Two Tryptophans Are Better Than One in Accelerating Electron Flow through a Protein

We have constructed and structurally characterized a Pseudomonas aeruginosa azurin mutant Re126WWCu(I), where two adjacent tryptophan residues (W124 and W122, indole separation 3.6-4.1 angstrom) are inserted between the CuI center and a Re photosensitizer coordinated to the imidazole of H126 (Re-I(H126)-(CO)(3)(4,7-dimethyl-1,10-phenanthroline)(+)). Cu-I oxidation by the photoexcited Re label (*Re) 22.9 angstrom away proceeds with a similar to 70 ns time constant, similar to that of a single-tryptophan mutant (similar to 40 ns) with a 19.4 angstrom Re-Cu distance.

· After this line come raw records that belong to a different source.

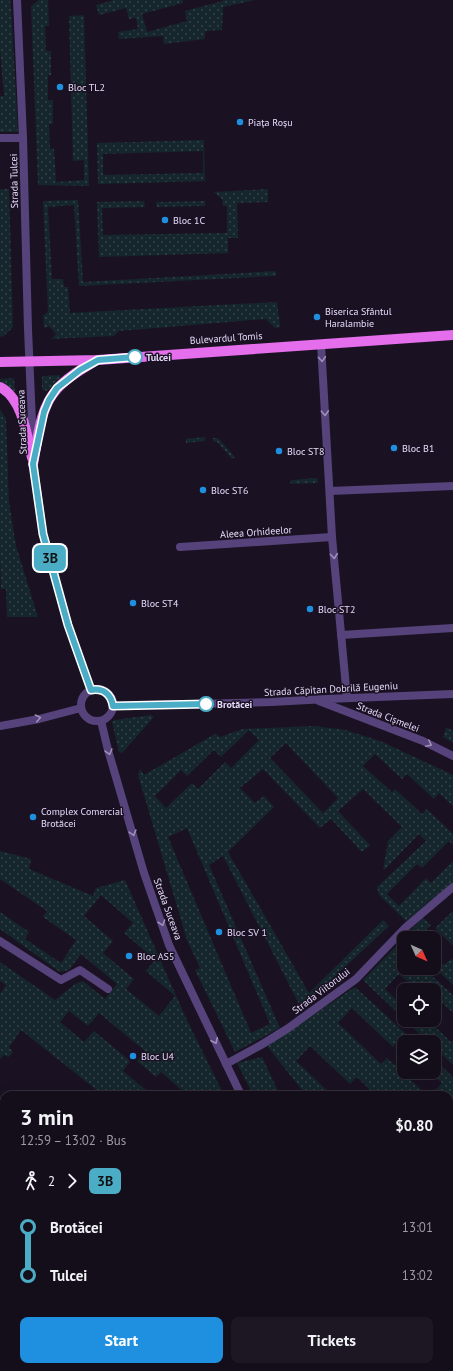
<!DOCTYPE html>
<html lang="en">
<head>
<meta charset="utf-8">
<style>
  :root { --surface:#140e1a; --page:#1d1723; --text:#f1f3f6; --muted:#9d9ca2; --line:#332e39; --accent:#1f90df }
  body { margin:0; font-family:"PT Sans",sans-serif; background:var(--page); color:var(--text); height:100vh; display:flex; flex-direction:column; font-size:15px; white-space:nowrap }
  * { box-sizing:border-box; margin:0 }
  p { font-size:13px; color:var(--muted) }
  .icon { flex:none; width:22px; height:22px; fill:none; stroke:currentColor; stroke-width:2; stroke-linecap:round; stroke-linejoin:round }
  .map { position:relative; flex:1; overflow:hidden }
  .details { position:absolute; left:0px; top:1091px; width:453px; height:280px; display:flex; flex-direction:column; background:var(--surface); border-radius:12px 12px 0 0; box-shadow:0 4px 16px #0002,0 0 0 1px var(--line) }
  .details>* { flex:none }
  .badge { padding:0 8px; border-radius:6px; font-size:14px; line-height:26px }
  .needle { width:26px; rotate:135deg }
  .tools { position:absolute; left:397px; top:931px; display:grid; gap:8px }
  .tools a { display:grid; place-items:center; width:44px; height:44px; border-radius:8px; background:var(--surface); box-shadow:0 4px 16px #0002,0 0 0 1px var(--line); font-size:20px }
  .map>.badge { position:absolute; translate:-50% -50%; box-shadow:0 0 0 2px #fff }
  .legs { display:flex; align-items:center; gap:6px; height:44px; padding:0 20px; font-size:13px }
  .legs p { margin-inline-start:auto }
  .headline { display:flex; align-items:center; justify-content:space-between; height:68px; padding:0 20px }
  h1 { font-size:22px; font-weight:700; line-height:30px }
  .button { display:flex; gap:8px; margin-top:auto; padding:8px 20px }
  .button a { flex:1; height:46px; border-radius:8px; background:var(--accent); color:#fff; font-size:16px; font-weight:700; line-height:46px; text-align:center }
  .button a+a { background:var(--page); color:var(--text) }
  ul { padding:0 20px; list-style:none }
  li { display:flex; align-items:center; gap:14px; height:48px; font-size:15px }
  li i { display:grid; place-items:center; width:6px; height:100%; margin:0 5px; background:currentColor }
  li i::after { content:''; width:10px; height:10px; margin:-5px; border:3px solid; border-radius:50%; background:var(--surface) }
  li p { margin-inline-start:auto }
  li:first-child i { background:linear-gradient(#0000 50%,currentColor 0) }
  li:last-child i { background:linear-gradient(currentColor 50%,#0000 0) }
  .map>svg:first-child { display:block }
  .green { fill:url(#green-dots); fill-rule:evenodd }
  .pitch { fill:#15262c }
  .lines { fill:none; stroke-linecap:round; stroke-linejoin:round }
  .minor { stroke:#57437b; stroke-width:8 }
  .tertiary { stroke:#57437b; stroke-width:8 }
  .primary { stroke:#e46eeb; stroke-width:10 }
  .oneway { stroke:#9f8eba }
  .line-1-casing { stroke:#fff; stroke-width:9 }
  .line-1 { stroke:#4bacc6; stroke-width:6 }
  .poi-dot { fill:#1f90df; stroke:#1a1223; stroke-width:1.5 }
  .stop-1-dot { fill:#fff; stroke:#4bacc6; stroke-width:2 }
  .labels { text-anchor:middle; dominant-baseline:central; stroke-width:3; stroke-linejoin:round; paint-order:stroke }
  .poi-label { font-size:10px; fill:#e7d9fa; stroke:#1a1223; text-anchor:start }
  .street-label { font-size:10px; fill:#e7d9fa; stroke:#1a1223 }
  .stop-label { font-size:10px; font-weight:bold; fill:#e7d9fa; stroke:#1a1223; text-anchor:start }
</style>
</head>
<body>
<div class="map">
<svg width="453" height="1371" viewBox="0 0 453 1371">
  <defs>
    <pattern id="green-dots" width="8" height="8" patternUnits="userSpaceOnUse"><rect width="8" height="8" fill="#15262c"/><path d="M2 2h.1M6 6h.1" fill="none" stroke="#37454c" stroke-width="1.8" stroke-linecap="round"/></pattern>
  </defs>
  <rect width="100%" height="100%" fill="#1a1223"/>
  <g class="green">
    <path d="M0 0H10L11 6 18 132H0V96H4L0 50Z"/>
    <path d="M39 0H48L49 26H45L46 51H51V75H48V100H53V124H49L50 148 54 149 56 182 84 180V160L73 161 69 16 84 15 89 186 38 185 31 6Z"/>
    <path d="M114 0H183V3L142 14 147 32 187 21 185 11 223 1V0H255L223 7 222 30 205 31V39L164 44 163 36 119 39 118 32 138 29 136 18 129 19 126 8 99 15 96 5Z"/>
    <path d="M204 140 205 181 98 184 97 143ZM203 151V173L103 175V154Z"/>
    <path d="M0 189H9L13 327 4 336 0 337Z"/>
    <path d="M268 189V202L237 203 238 238H228V253L99 257 97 202 144 201 145 207 102 208 103 235 227 233V206H223L222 199 214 192Z"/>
    <path d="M78 200 83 282 276 271V276L79 286 74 205 48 207 52 279H63L64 287H68L70 313 277 302 280 327 275 328 266 319 119 331 114 336 51 339 56 334 49 326 44 328 43 316 48 312 43 201Z"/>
    <path d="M205 201V206L157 207 156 202Z"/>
    <path d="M60 375V378L50 389 46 391 42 389V376Z"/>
    <path d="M14 378 15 392 0 381V379Z"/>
    <path d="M0 409 6 419 9 502 16 546 38 617H7L6 589H1L0 555Z"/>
    <path d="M205 437V441L186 443V439Z"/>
    <path d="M213 438H218L235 457 232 459 217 442 213 441Z"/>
    <path d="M317 478 318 483 290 484 291 480Z"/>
    <path d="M151 715 153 716V718L123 752 121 753 119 752 112 722 115 720Z"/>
    <path d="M314 726 345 730 380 741 453 775V806L439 793 434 799 407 774 402 779 375 754 363 766 392 792 395 789 422 814 427 809 453 834V845L449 841 422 868 417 864 387 894 399 906 426 878 431 883 453 861V882L406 921 379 895 377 887 426 841 419 834 383 871 388 841 402 827 363 789 338 811 370 845 362 852 331 819 320 828 263 769 240 788 255 803 264 796 274 807 228 852 309 993 383 920 389 926 317 993 299 1004 223 856 209 865 280 1028 235 1052 195 970 200 968 187 940 138 775 140 769 144 775 215 734 220 737 243 729ZM249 730 259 740 231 768 225 762 198 789 192 783 166 808 155 796 181 770 187 776 214 750 221 757ZM286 743 338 798 323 813 270 758ZM187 828 270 1024 251 1033 168 837Z"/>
    <path d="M446 727 453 731V743L443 737Z"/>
    <path d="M0 851 31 859 29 869 93 896 96 888 125 880 185 1016 224 1095H187L161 1072 156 1077 137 1061 145 1051 99 1013 88 1026 69 1011 60 1022 84 1042 94 1031 130 1061 123 1071 152 1095H103L21 1030 9 1047 13 1052 9 1057 4 1055 0 1059V994L6 985 0 981V962L55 1000 75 984 83 981 105 999 117 984 81 954 69 970 60 972 0 929V912L29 932 25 939 61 963 76 940 43 917 47 911 0 879ZM101 895 133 923 124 933 155 960 146 971 175 996 159 1016 126 989 134 979 103 953 113 941 84 916Z"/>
    <path d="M453 911V946L435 928Z"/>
    <path d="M423 918 431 925 418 938H404V939L402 938Z"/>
    <path d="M397 945 404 951V968H423L453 995V1013L434 995V990H428L426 988 424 990H417L399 974 385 989 404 1007V1019L363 980Z"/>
    <path d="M434 955 444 965 451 959 453 960V985L434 967Z"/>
    <path d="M355 987 415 1042H404V1047L398 1041 393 1047 352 1008 338 1023 381 1064 387 1058 427 1095H375L357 1077 350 1084 310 1046 296 1061 332 1095H306L267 1046Z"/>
    <path d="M405 1020H428L451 1042 453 1040V1065L434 1047V1042H428Z"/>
    <path d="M262 1057 280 1095H253L237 1063Z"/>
    <path d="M434 1059 453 1077V1129H449V1095H431L442 1083 431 1072H434Z"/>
    <path d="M4 1220V1277L0 1282V1225Z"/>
    <path d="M36 1367H56L62 1371H42Z"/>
    <path d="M77 1367H133L130 1371H82Z"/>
    <path d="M208 1367H277L282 1370 214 1371Z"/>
    <path d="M294 1367H356L358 1371H293L291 1370Z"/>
    <path d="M388 1367H422L419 1370V1371H387Z"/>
  </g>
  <path class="pitch" d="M155 1367H187L193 1371H152Z"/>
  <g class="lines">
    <g class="minor">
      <path d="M0 138H23"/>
      <path d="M321 344 332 537 347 698"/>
      <path d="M330 491 453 486"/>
      <path d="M180 547 332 537"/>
      <path d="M341 635 453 628"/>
      <path d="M0 941 61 980 80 970 108 989"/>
      <path d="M226 1064 261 1045 287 1029 356 979 406 927 453 887"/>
      <path d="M0 1217 4 1212"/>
      <path d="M449 1289 453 1300"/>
      <path d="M449 1289 453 1280"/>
      <path d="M449 1327 453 1326"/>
      <path d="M0 1350 4 1346"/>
      <path d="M66 1367 72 1371"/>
    </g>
    <g class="tertiary">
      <path d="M17 0 23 138 28 329 33 445"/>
      <path d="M33 459 43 534 68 625 91 690"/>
      <circle cx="97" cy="705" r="16"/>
      <path d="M319 701 423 741 453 756"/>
      <path d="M113 706 271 702 327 699 453 694"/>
      <path d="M101 721 108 750 144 873 169 945 241 1095"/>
      <path d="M0 726 39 719 81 708"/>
      <path d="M371 1367 373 1371"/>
    </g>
    <g class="primary">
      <path d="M0 362 98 360 453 335"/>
      <path d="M0 387C23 399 27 436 32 458"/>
      <path d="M33 464C38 439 39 409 57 389 68 376 84 368 97 360"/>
    </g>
  </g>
  <defs><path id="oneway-chevron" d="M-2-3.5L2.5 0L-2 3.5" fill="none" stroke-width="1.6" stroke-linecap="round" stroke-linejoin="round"/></defs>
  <g class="oneway">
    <use href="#oneway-chevron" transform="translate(322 359) rotate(86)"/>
    <use href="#oneway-chevron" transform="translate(325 413) rotate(87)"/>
    <use href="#oneway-chevron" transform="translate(334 556) rotate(85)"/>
    <use href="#oneway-chevron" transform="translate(38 718) rotate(-12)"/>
    <use href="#oneway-chevron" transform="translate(429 744) rotate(27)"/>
    <use href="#oneway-chevron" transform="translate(109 752) rotate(74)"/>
    <use href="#oneway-chevron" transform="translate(133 833) rotate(74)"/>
    <use href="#oneway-chevron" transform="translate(162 923) rotate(71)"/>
    <use href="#oneway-chevron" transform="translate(215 1041) rotate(65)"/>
  </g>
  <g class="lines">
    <g class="line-1-casing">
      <path id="line-1" d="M135 357 98 360 80 370 57 388 49 400 44 412 33 464 43 534 68 625 91 690C103 688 111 694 113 706L206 704"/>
    </g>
    <use href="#line-1" class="line-1"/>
  </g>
  <g class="poi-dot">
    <circle cx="60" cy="87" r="4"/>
    <circle cx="240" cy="122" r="4"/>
    <circle cx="165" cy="220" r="4"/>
    <circle cx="317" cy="317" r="4"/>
    <circle cx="394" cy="448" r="4"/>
    <circle cx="279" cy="451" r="4"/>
    <circle cx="203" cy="490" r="4"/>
    <circle cx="133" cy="603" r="4"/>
    <circle cx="310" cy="609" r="4"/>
    <circle cx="33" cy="817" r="4"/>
    <circle cx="219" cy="932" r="4"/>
    <circle cx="129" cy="956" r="4"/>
    <circle cx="133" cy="1056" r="4"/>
  </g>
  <g class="stop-1-dot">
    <circle cx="135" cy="357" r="7"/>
    <circle cx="206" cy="704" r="7"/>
  </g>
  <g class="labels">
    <g class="poi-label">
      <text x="68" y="87">Bloc TL2</text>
      <text x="248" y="122">Piața Roșu</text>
      <text x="173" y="220">Bloc 1C</text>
      <text x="325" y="311">Biserica Sfântul<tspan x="325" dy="12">Haralambie</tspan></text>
      <text x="402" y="448">Bloc B1</text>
      <text x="287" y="451">Bloc ST8</text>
      <text x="211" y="490">Bloc ST6</text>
      <text x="141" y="603">Bloc ST4</text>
      <text x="318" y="609">Bloc ST2</text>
      <text x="41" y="811">Complex Comercial<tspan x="41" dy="12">Brotăcei</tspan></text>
      <text x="227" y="932">Bloc SV 1</text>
      <text x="137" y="956">Bloc AS5</text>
      <text x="141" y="1056">Bloc U4</text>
    </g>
    <g class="street-label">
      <text transform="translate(14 181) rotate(-91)">Strada Tulcei</text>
      <text transform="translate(226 338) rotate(-4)">Bulevardul Tomis</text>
      <text transform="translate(22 422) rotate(-92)">Strada Suceava</text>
      <text transform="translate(256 532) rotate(-4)">Aleea Orhideelor</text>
      <text transform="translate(331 689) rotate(-3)">Strada Căpitan Dobrilă Eugeniu</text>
      <text transform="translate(388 717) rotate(21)">Strada Cișmelei</text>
      <text transform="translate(168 909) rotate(70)">Strada Suceava</text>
      <text transform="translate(321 991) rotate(-37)">Strada Viitorului</text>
    </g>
    <g class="stop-label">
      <text x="146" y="357">Tulcei</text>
      <text x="217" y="704">Brotăcei</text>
    </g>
  </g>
</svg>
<div class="tools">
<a><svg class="needle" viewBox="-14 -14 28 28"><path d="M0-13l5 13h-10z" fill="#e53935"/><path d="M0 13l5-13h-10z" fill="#9d9ca2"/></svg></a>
<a><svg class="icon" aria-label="locate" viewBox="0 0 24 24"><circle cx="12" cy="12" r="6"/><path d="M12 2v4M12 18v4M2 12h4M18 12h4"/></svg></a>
<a><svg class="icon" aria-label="layers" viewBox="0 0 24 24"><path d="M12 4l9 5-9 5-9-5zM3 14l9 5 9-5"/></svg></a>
</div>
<b class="badge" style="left:50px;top:558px;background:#4bacc6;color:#111">3B</b>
<section class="details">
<div class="headline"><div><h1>3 min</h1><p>12:59 – 13:02 · Bus</p></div><b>$0.80</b></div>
<div class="legs"><svg class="icon" aria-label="walk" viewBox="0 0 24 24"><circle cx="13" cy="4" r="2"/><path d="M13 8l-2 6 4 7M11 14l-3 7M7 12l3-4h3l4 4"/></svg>2<svg class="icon" aria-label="forward" viewBox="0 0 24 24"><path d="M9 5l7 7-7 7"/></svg><b class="badge" style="background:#4bacc6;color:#111">3B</b></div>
<ul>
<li><i style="color:#4bacc6"></i><b>Brotăcei</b><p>13:01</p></li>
<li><i style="color:#4bacc6"></i><b>Tulcei</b><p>13:02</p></li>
</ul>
<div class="button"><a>Start</a><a>Tickets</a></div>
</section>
</div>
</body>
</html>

Time-resolved spectroscopy (luminescence, visible and IR absorption) revealed two rapid reversible electron transfer steps, W124 -> *Re (400-475 ps, K-1 congruent to 3.5-4) and W122 -> W124(center dot+) (7-9 ns, K-2 congruent to 0.55-0.75), followed by a rate-determining (70-90 ns) Cu-I oxidation by W122(+) ca. 11 angstrom away. The photocycle is completed by 120 mu s recombination. No photochemical Cu-I oxidation was observed in Re126FWCu(I), whereas in Re126WFCu(I), the photocycle is restricted to the ReH126W124 unit and Cu-I remains isolated. QM/MM/MD simulations of Re126WWCu(I) indicate that indole solvation changes through the hopping process and W124 -> *Re electron transfer is accompanied by water fluctuations that tighten W124 solvation. Our finding that multistep tunneling (hopping) confers a similar to 9000-fold advantage over single-step tunneling in the double-tryptophan protein supports the proposal that hole-hopping through tryptophan/tyrosine chains protects enzymes from oxidative damage.